Meet the entrepreneurs who are the winners of this year’s Visa Ireland She’s Next Programme

Now in its second year, the fund and mentorship award offers women business owners a €10,000 grant along with a year of business coaching

From left to right: Maria Hall, Data Hub; Jane Conlon, Sodalicious; Mandy Lamb, managing director UK and Ireland, Visa; Siobhan McKenna, Moss + Cable and Fiona Fahy, Feed Me Mother

In May of this year, Visa announced the return of its She’s Next Programme in Ireland, an initiative designed to support women entrepreneurs to run, fund and grow their businesses. Irish Tatler partnered with Visa to spread the news of this special fund and mentorship award which promised a €10,000 grant plus a year of invaluable coaching by iFundWomen to each of five eventual winners.

“We had such a fantastic response in 2021 that we decided to double our investment to €50,000 in grant funding this year,” Mandy Lamb, managing director UK and Ireland, Visa explains. “The applications were a little slow to come through in the initial stages, but as we neared the deadline we saw a massive ramp up, and recorded a 60 per cent in growth in entries this year in comparison to last. It was a fantastic response.”

Applications came from a diverse range of small to medium, women-led enterprises. “There was such an array of representation across a variety of sectors,” Lamb says, “and you could see the incredible mix of talent and passion that came through.”

In September, the five winners were revealed via a series of video calls. “We set up the meetings under the guise of a ‘further information’ fact find,” says Lamb, “but then we reveal: we’re actually here to let you know that you’re a winner. The reactions are goosebumps material. There’s so much graciousness in the winners, and almost a disbelief that a brand like Visa is willing to invest in their business. Winners like Fiona Fahy of Feed Me Mother told me that winning the She’s Next Grant gave her the boost and the confidence she needed to take the next step in her business. That empowerment is what this is all about.”

She’s Next is designed to address the research-backed confidence gap the women entrepreneurs experience. “That imposter syndrome is something that women do suffer from more so than men; we know that from research. But we have to be careful that we don’t

perpetuate that narrative, either,” Lamb says. “We need to be very careful to support one another as women. Visa is a fantastic organisation in terms of female development, but even in my role I can feel that imposter syndrome, particularly when dealing with new challenges; so you need to find ways of being surrounded by the necessary supports to overcome that feeling, and to bring your full potential to the table.

“We still have a long way to go in terms of having a level playing field, and hopefully big brands like Visa will have a positive effect on making that happen.” Irish Tatler caught up with this year’s She’s Next grant recipients to find out more about their unique businesses and how they feel the She’s Next programme will help them grow and develop in the coming year and beyond.

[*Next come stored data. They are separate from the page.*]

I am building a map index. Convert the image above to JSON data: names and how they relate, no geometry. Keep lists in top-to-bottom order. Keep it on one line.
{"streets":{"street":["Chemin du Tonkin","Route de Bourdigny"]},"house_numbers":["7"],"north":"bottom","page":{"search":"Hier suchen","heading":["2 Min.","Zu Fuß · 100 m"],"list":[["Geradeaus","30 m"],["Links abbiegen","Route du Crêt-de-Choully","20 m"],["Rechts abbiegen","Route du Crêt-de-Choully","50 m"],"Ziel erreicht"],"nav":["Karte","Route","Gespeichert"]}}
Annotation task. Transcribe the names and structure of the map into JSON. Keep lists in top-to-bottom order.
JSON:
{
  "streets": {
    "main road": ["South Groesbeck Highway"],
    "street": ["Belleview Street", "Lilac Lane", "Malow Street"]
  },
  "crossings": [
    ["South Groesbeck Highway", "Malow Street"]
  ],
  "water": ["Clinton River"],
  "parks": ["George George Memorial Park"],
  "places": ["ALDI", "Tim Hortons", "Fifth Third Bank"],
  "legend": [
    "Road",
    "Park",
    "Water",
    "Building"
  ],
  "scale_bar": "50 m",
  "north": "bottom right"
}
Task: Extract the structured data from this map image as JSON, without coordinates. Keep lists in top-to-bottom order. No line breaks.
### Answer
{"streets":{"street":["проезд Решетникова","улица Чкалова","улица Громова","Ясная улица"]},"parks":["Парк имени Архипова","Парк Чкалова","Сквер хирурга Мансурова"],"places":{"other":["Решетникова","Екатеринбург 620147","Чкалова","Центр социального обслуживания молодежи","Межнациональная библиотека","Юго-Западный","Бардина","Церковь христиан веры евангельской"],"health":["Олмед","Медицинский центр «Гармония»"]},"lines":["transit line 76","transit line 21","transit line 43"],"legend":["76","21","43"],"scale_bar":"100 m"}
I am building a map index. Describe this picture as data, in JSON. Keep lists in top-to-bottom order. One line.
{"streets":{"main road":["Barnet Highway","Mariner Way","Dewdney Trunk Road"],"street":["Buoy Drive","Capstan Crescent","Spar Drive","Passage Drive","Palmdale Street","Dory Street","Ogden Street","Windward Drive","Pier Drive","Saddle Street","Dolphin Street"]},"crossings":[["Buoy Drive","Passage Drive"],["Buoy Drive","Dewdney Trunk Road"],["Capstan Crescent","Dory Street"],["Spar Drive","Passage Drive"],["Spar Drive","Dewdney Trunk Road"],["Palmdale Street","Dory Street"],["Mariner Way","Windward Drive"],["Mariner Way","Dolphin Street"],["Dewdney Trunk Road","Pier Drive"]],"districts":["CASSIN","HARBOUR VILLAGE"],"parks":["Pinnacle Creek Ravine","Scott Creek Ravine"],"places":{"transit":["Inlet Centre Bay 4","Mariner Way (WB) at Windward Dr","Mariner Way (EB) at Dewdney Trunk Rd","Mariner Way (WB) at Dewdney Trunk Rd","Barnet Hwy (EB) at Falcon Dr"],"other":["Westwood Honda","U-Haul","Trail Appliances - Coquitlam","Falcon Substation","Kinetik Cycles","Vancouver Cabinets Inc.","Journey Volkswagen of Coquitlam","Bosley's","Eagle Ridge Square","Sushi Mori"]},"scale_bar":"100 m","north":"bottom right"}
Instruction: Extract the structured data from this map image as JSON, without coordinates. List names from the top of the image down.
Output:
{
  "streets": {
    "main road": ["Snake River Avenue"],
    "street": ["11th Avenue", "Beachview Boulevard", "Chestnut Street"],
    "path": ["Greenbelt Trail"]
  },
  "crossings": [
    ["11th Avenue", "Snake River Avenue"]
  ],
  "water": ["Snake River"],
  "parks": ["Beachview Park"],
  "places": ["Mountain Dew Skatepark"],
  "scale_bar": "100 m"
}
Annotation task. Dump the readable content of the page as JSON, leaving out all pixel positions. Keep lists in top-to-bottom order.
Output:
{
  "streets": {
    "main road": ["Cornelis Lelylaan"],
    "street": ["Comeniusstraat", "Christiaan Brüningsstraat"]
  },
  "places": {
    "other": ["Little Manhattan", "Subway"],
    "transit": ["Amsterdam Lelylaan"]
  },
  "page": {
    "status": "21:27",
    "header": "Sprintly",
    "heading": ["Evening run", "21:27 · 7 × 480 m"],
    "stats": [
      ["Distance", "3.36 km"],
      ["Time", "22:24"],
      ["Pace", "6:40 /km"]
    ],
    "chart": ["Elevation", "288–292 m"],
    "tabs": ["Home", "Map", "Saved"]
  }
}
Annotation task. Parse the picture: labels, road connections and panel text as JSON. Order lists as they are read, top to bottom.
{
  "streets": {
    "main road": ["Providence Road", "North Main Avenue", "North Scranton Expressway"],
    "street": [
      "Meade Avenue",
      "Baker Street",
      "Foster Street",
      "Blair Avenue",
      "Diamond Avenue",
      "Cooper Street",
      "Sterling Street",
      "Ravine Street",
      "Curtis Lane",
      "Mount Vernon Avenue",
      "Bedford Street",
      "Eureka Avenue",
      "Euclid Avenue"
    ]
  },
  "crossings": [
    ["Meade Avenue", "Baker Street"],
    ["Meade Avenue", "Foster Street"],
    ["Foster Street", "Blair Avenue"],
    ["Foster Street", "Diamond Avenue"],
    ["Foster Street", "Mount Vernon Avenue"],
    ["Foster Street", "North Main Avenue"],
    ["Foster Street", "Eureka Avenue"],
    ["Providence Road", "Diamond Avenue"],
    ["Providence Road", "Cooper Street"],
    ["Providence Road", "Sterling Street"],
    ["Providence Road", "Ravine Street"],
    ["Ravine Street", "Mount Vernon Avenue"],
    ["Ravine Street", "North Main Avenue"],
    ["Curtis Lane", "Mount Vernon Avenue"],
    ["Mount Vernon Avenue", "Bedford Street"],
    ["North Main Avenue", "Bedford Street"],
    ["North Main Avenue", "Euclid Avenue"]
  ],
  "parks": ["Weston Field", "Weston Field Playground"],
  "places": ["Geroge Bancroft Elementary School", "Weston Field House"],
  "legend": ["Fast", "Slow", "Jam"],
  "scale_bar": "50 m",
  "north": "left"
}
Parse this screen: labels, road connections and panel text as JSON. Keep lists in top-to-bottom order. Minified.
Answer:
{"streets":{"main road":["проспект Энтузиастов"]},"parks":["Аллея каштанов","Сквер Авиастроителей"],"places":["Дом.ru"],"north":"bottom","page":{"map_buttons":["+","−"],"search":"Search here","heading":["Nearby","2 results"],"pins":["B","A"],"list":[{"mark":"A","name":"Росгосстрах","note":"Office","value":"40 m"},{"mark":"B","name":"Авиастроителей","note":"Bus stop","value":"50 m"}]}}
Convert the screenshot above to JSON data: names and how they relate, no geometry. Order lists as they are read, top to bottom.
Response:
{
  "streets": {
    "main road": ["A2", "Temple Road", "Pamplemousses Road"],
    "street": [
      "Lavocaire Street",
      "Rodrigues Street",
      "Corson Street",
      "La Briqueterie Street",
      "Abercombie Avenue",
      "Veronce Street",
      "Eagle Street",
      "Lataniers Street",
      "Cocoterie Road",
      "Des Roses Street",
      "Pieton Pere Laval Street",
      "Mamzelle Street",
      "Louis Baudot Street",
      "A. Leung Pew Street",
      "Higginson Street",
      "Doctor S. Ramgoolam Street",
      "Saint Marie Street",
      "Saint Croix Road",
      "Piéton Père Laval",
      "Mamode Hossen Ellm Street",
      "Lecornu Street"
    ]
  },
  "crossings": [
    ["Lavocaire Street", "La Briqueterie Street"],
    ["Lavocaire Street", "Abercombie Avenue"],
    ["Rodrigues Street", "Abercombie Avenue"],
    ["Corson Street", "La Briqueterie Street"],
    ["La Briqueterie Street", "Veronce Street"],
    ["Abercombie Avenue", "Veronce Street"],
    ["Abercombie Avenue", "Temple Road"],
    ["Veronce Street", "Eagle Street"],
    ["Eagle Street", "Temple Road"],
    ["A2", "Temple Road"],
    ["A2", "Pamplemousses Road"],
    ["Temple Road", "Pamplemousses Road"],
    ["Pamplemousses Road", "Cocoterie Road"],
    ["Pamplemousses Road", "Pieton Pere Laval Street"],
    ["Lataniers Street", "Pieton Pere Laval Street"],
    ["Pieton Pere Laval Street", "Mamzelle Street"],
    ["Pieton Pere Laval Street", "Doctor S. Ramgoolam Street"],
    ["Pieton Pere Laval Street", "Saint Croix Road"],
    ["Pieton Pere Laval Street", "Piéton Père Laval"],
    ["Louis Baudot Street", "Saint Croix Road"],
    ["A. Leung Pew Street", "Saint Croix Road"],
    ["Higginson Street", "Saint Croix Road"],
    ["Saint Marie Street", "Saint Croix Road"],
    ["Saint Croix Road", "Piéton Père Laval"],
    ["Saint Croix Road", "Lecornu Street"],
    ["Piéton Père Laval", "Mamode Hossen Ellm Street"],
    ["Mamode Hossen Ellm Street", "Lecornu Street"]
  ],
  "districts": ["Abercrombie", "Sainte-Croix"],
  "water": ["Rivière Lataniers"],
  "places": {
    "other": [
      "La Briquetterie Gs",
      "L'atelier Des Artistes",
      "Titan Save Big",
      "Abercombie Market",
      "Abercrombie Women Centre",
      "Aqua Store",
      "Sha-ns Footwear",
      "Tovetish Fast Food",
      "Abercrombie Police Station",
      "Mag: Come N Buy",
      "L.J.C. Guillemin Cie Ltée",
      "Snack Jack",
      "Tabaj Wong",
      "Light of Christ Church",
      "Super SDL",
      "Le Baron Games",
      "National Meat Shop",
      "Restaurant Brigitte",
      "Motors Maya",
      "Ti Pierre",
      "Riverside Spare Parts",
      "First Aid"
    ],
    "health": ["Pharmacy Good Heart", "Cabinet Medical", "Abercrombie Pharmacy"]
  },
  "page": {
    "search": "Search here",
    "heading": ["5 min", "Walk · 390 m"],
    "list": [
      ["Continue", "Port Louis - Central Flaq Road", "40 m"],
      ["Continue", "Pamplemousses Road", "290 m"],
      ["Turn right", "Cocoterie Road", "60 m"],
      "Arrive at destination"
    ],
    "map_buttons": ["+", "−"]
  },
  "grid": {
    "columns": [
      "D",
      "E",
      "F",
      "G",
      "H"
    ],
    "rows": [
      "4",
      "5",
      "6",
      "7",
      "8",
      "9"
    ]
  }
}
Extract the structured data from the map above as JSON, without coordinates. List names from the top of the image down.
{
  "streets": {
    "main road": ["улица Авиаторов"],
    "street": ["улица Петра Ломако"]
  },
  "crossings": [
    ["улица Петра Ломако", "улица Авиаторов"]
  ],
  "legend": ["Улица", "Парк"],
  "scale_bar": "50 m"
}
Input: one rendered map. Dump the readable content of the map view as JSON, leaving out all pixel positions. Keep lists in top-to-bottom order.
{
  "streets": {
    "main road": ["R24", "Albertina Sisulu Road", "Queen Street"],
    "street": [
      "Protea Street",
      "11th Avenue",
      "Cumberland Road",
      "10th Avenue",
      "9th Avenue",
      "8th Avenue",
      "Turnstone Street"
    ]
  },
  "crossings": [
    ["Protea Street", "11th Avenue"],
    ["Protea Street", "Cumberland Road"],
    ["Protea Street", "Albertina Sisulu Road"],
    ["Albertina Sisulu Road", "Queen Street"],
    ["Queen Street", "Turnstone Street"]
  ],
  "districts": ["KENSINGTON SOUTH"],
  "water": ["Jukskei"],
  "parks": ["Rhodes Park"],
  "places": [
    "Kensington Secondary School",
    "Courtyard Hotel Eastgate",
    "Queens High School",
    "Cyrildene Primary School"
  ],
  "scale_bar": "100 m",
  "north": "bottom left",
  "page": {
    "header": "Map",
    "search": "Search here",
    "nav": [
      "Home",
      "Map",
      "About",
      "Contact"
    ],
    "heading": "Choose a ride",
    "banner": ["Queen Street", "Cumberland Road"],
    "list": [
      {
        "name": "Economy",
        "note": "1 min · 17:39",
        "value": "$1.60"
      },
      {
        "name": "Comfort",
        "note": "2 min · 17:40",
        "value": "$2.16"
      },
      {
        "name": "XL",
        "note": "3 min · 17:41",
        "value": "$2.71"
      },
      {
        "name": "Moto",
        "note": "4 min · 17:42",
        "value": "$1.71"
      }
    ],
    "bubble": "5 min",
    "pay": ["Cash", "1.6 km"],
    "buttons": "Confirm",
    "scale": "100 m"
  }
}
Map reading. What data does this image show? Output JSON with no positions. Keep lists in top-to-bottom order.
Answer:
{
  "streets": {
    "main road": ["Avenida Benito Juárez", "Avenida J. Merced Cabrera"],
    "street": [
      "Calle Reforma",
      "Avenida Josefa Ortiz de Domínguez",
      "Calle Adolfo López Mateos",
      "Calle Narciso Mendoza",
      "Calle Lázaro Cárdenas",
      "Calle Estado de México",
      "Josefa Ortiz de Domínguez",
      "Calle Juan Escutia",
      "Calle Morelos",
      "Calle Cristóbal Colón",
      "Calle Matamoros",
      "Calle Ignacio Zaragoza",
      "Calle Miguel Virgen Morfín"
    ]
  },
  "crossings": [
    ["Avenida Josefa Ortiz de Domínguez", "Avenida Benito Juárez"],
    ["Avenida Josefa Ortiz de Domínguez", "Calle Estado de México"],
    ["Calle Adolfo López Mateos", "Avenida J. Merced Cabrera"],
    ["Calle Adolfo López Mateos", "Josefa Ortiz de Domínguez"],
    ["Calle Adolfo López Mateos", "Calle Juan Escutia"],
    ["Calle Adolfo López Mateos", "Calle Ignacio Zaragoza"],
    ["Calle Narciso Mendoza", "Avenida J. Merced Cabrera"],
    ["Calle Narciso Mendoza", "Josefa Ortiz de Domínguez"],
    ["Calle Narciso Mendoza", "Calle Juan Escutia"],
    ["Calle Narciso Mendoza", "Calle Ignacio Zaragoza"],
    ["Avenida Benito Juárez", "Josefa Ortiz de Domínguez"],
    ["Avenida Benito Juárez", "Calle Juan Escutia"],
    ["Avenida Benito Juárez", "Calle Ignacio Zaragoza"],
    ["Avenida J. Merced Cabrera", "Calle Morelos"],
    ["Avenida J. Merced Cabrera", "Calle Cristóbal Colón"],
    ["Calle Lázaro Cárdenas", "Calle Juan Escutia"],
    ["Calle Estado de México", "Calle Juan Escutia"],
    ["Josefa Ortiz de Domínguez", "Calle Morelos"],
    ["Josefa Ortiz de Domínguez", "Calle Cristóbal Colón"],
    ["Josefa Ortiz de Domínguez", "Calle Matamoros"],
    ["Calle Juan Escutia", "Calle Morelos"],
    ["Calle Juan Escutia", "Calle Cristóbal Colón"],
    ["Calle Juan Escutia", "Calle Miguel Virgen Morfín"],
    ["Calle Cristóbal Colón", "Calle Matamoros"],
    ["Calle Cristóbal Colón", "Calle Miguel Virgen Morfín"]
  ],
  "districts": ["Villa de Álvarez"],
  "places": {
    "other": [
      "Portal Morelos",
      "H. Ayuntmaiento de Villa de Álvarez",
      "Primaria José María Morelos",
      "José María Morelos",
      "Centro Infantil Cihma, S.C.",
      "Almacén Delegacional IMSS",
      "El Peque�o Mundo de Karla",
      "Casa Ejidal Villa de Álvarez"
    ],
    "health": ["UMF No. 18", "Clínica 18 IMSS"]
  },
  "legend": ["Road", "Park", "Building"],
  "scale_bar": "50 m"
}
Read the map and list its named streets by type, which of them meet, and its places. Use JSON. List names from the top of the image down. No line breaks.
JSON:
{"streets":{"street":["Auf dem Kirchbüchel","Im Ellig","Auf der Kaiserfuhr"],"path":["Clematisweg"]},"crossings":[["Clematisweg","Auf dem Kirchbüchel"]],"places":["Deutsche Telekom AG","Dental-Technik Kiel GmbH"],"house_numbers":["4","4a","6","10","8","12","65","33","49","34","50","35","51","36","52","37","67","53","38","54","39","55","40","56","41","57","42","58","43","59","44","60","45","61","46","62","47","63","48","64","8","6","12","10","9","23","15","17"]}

Ellen Ryall, ReFunk Upcycling


ReFunk is a furniture upcycling platform that supports the circular economy and local. creatives by connecting freelance upcyclers with sustainably-minded consumers. “Our ethos is that you shouldn’t have to sacrifice style for sustainability,” co-founder Ellen Ryall explains. “We want to involve consumers and buyers in their furniture making process, that’s the part that’s unique to ReFunk. We facilitate that co-creative manner of doing things.”

Having worked with different grant programmes before, the ReFunk team had decided to focus on other areas over the last nine months. They secured angel investment and launched a new website but the She’s Next programme was too good an opportunity to miss. “What really drew us to She’s Next was that there’s no set time commitment,” Ryall says.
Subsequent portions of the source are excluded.